Step 1: Calculate the sample proportion (p-hat) of false positives:
p-hat = (number of false positive results) / (total number of tests)
= 156 / 1996
= 0.078
Step 2: Calculate the standard error (SE) of the proportion:
SE = √((p-hat * (1 - p-hat)) / n)
= √((0.078 * (1 - 0.078)) / 1996)
= √(0.07197 / 1996)
≈ 0.0085
Step 3: Determine the margin of error (ME) using a 95% confidence level:
ME = z * SE
= 1.96 * 0.0085
≈ 0.0166
Step 4: Calculate the lower and upper bounds of the confidence interval:
Lower bound = p-hat - ME
= 0.078 - 0.0166
≈ 0.0614
Upper bound = p-hat + ME
= 0.078 + 0.0166
≈ 0.0946
Part a) The point estimate for the false-positive rate is 0.078, or 7.8%.

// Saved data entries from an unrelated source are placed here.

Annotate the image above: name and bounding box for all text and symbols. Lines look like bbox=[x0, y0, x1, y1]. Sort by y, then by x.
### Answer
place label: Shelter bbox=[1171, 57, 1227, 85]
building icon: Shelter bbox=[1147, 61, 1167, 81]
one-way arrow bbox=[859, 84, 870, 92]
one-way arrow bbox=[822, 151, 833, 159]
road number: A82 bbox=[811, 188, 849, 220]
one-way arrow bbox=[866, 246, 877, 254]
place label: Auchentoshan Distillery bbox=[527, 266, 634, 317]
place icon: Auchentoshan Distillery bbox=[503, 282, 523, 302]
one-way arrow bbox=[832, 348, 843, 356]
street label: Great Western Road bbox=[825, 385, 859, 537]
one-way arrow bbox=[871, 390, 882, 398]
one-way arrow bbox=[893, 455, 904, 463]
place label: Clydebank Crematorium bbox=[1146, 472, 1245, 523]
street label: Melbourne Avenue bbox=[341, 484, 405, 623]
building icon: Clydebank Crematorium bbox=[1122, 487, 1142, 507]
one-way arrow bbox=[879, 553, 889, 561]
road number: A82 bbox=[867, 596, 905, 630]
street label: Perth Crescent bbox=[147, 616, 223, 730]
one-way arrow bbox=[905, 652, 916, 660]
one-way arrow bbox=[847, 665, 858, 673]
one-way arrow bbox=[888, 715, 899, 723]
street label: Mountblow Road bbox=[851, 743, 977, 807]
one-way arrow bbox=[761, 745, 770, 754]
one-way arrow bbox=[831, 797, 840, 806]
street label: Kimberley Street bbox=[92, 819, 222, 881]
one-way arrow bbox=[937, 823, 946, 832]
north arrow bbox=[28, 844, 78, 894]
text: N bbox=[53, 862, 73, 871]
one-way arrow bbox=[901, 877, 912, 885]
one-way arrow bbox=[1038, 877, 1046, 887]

Part b) The 95% confidence interval for the false-positive rate is approximately 0.0614 to 0.0946, or 6.14% to 9.46%.
Considering the physician's requirement of being 95% certain that the false-positive rate is less than 10%, the confidence interval (6.14% to 9.46%) does satisfy this criterion.
To address the issue of the false-positive rate in mammography screenings for breast cancer, we can use a confidence interval approach.
Given that 156 out of 1996 tests yielded false positives among 40-49 year old women, we can calculate the proportion of false positives as follows:
Proportion of false positives = 156 / 1996 ≈ 0.078
Now, we can calculate a confidence interval to estimate the true proportion of false positives.
Using the formula for the confidence interval of a proportion, we can calculate the margin of error:
Margin of error = Z * √(p * (1 - p) / n)
Where:
- Z is the z-score corresponding to our desired level of confidence. In this case, we want a 95% confidence level, so Z ≈ 1.96 (obtained from a standard normal distribution table).
- p is the sample proportion of false positives.
- n is the sample size.
Plugging in the values, we have:
Margin of error = 1.96 * √(0.078 * (1 - 0.078) / 1996) ≈ 0.011
To calculate the confidence interval, we can subtract the margin of error from the sample proportion and add it to the sample proportion:
Confidence interval = (0.078 - 0.011, 0.078 + 0.011) = (0.067, 0.089)
Therefore, based on this data, we can say with 95% confidence that the true proportion of false positives for repeated screening mammograms among 40-49 year old women is estimated to be between 0.067 and 0.089.
Now, addressing part b), the 95% confidence interval for the true proportion of false positives is (0.067, 0.089). Since this interval does not include 10%, we can conclude that we cannot be reasonably certain at the 95% confidence level that the false-positive rate is less than 10%.